The lease form offered by the landman is likely drafted by the oil and gas company. It will be written to protect the lessee, including forms with the words “Producers 88” at the top. Bank trust departments also draft leases, which are more protective of lessor interests.

The lessor fares better with forms from a bank trust department or a retained attorney. In Texas, the Texas Land Management Association provides a form that addresses most terms found above as well as riders such as a Pugh clause or pooling clauses. The TLMA form is commonly accepted by lessees and lessors throughout the state.

Check the Lease

Lessors should check the royalty clause for items such as production costs, affiliate sales, processing costs, and royalty due dates among other things. Also contained in the lease may be continuous operations clauses, depth severance, and use of division orders.

  • The form should have a complete legal description of the land going under lease.
  • If non-contiguous tracts are being considered, each tract should have its own lease to eliminate future issues of land ownership.
  • The lease should be limited to gas and oil. A lease that does not specify what the land is to be used for can create issues down the road.
  • There should be an indemnity clause and express negligence rule, a use of division order, an agreement to protect the surface, and a pathway providing transparent access to information.
  • Lessors should delete any warranty of title and seek to limit the effect of force majeure.

Finally, be careful of using bank drafts for royalty payments. Bank drafts are not checks; they are not unconditional promises to pay the stated sum. The lessor is more at risk from the limitations of a bank draft than the lessee.

If the lessor owns substantial acreage, it may also be wise to negotiate for the rights to any seismic data collected by the lessee during the lease term. Seismic data is valuable and can be an advantage in future negotiations.
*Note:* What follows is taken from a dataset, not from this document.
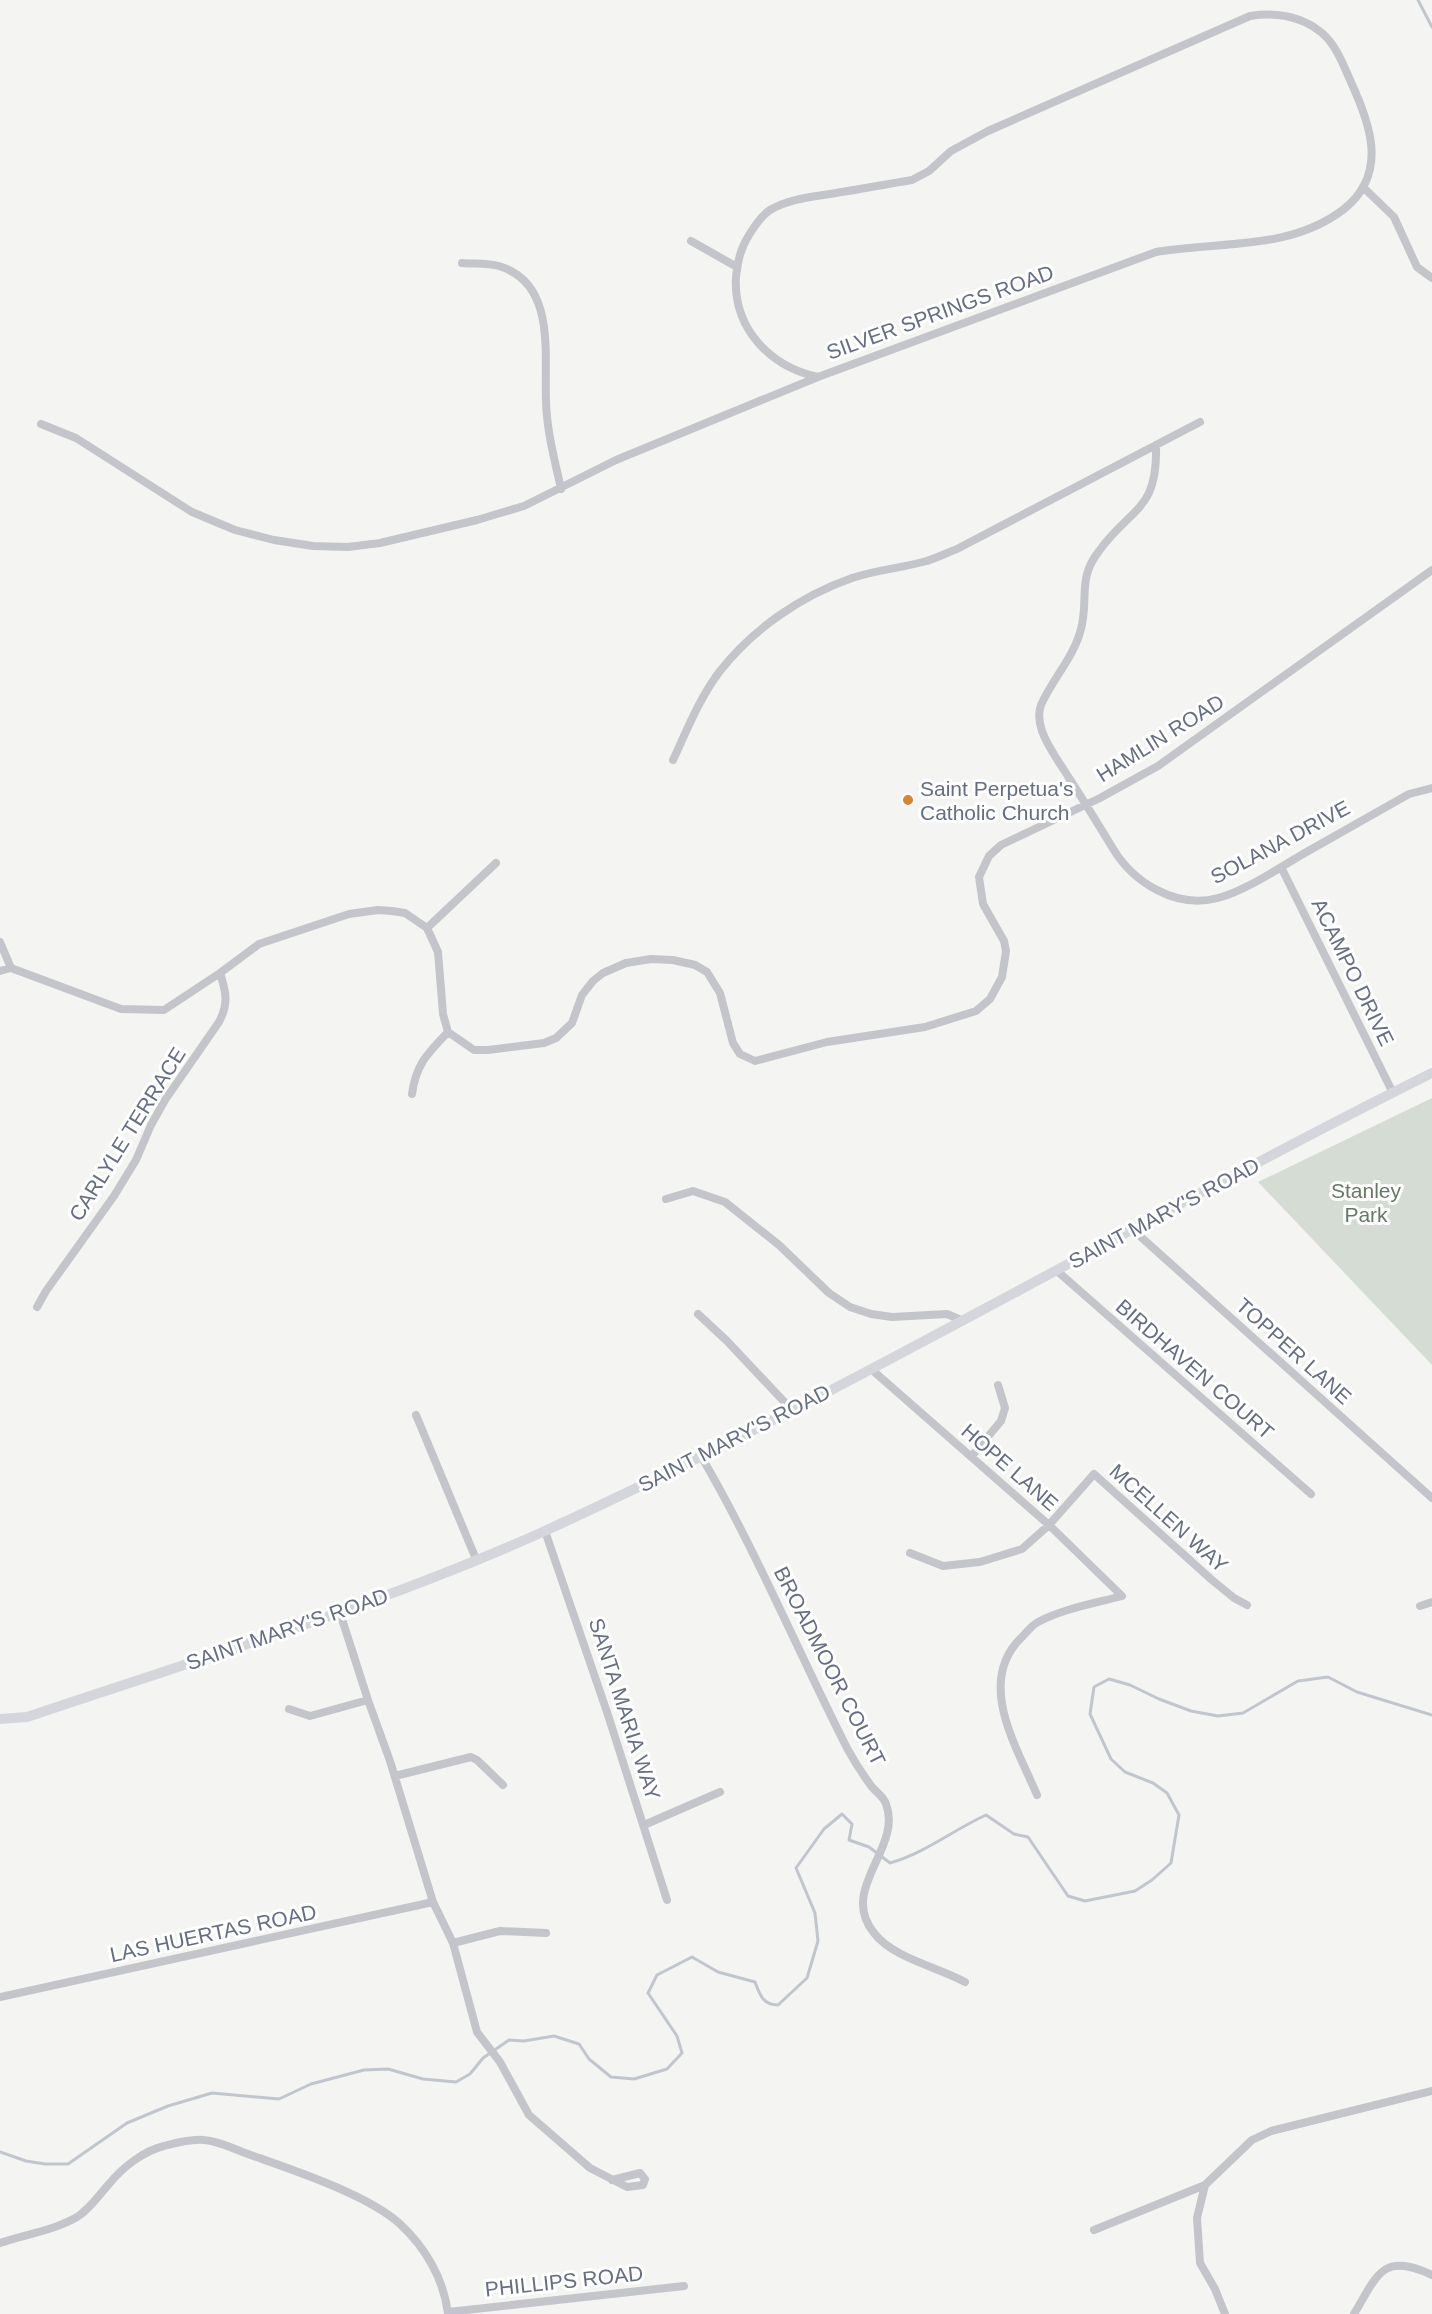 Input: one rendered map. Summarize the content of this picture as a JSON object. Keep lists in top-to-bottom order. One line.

Preparation and research before the lease negotiation benefit both the lessor and lessee. Both parties must understand the terms of the lease before signing to ensure an equitable deal. Negotiating courteously and in good faith results in better relations between the parties during the term of the lease.

Lease negotiations are contract negotiations. Once signed, the contract is binding. Be sure you understand everything in it before committing your name.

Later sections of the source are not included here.